The repository contains **Bulgarian**+**Czech**+**Polish**+**Russian** specific:
- [shared BERT model](#slavic-bert)
- [NER model (`PER`, `LOC`, `ORG`, `PRO`, `EVT`)](#slavic-bert)

Our academic paper which describes tuning Transformers for NER task in detail can be found here: https://www.aclweb.org/anthology/W19-3712/.

## Slavic BERT

The Slavic model is the result of transfer from `2018_11_23/multi_cased_L-12_H-768_A-12` Multilingual BERT model to languages of Bulgarian (`bg`), Czech (`cs`), Polish (`pl`) and Russian (`ru`).
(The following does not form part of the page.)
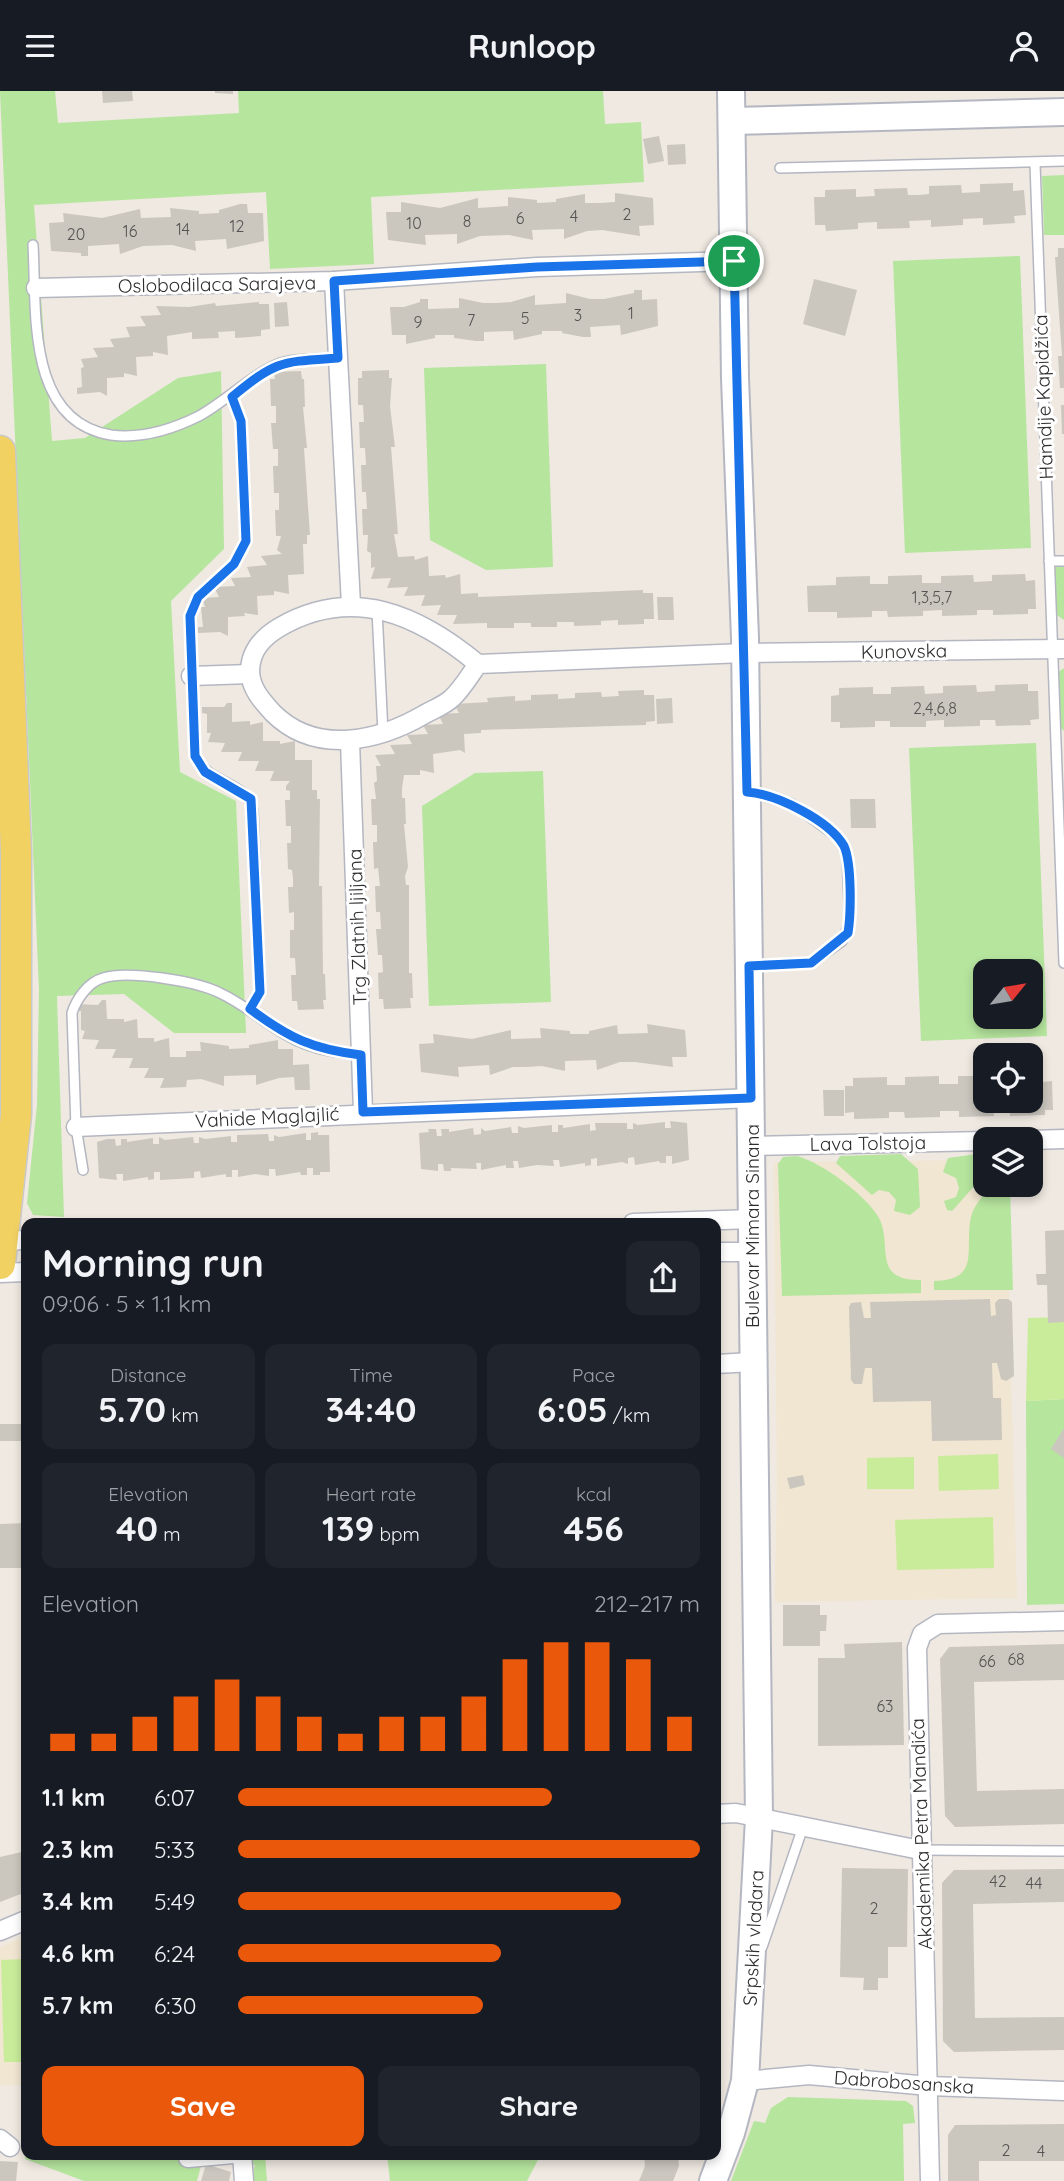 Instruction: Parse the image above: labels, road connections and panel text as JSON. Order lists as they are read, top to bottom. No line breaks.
{"streets":{"street":["Oslobodilaca Sarajeva","Kunovska","Trg Zlatnih ljiljana","Vahide Maglajlić","Lava Tolstoja","Bulevar Mimara Sinana","Akademika Petra Mandića","Srpskih vladara","Dabrobosanska"],"lane":["Hamdije Kapidžića"]},"crossings":[["Oslobodilaca Sarajeva","Bulevar Mimara Sinana"],["Hamdije Kapidžića","Kunovska"],["Kunovska","Bulevar Mimara Sinana"],["Trg Zlatnih ljiljana","Vahide Maglajlić"],["Vahide Maglajlić","Bulevar Mimara Sinana"],["Lava Tolstoja","Bulevar Mimara Sinana"],["Bulevar Mimara Sinana","Srpskih vladara"],["Akademika Petra Mandića","Dabrobosanska"],["Srpskih vladara","Dabrobosanska"]],"house_numbers":["2","4","6","8","10","12","14","16","20","1","3","5","7","9","1,3,5,7","2,4,6,8","68","66","63","42","44","2","2","4"],"north":"top right","page":{"header":"Runloop","heading":["Morning run","09:06 · 5 × 1.1 km"],"stats":[["Distance","5.70 km"],["Time","34:40"],["Pace","6:05 /km"],["Elevation","40 m"],["Heart rate","139 bpm"],["kcal","456"]],"chart":["Elevation","212–217 m"],"list":[{"name":"1.1 km","note":"6:07"},{"name":"2.3 km","note":"5:33"},{"name":"3.4 km","note":"5:49"},{"name":"4.6 km","note":"6:24"},{"name":"5.7 km","note":"6:30"}],"buttons":["Save","Share"]}}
The fine-tuning was performed with a stratified dataset of `bg`, `cs` and `pl` Wikipedias and `ru` news.

The model format is the same as in the original repository.
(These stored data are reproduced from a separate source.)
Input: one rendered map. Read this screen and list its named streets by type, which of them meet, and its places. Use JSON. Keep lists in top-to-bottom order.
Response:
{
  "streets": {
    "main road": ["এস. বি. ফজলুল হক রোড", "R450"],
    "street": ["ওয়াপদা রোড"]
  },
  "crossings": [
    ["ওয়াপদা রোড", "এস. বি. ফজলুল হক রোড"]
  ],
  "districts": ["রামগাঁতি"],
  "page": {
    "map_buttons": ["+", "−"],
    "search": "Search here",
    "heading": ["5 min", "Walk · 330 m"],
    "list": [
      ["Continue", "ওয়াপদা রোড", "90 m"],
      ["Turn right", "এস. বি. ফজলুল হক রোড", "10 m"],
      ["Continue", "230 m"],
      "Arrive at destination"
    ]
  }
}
* **[`BERT, Slavic Cased`](http://files.deeppavlov.ai/deeppavlov_data/bg_cs_pl_ru_cased_L-12_H-768_A-12.tar.gz)**:
4 languages, 12-layer, 768-hidden, 12-heads, 110M parameters, 600Mb

## Slavic NER

Named Entity Recognition (further, **NER**) is a task of recognizing named entities in text, as well as detecting their type.

We used Slavic BERT model as a base to build NER system. First, we feed each input word into WordPiece case-sensitive tokenizer and extract the final hidden representation corresponding to the first subtoken in each word. These representations are fed into a classification dense layer over the NER label set. A token-level CRF layer is also added on top.

![BERT NER diagram](bert_ner_diagram.png)

The model was trained on [BSNLP-2019 dataset](http://bsnlp.cs.helsinki.fi/shared_task.html). The pre-trained model can recognize such entities as:

- Persons (PER)
- Locations (LOC)
- Organizations (ORG)
- Products (PRO)
- Events (EVT)

The metrics for all languages and entities on test set are:

| Language | Tag | Precision | Recall | RPM (Relaxed Partial Matching) |
|--------------|:----:|:-------------:|:------------:|:---------------------------------:|
| cs | | 94.3 | 93.4 | 93.9 |
| ru | | 88.1 | 86.6 | 87.3 |
| bg | | 90.3 | 84.3 | 87.2 |
| pl | | 93.3 | 93.0 | 93.2 |
| | PER | 94.2 | 95.6 | 94.9 |
| | LOC | 96.6 | 96.4 | 96.5 |
| | ORG | 84.3 | 92.1 | 88.0 |
| | PRO | 87.6 | 51.3 | 64.7 |
| | EVT | 39.4 | 27.7 | 93.9 |
| | | **89.8** | **91.8** | **90.8** |

For detailed description of evaluation method see [BSNLP-2019 Shared Task page](http://bsnlp.cs.helsinki.fi/shared_task.html).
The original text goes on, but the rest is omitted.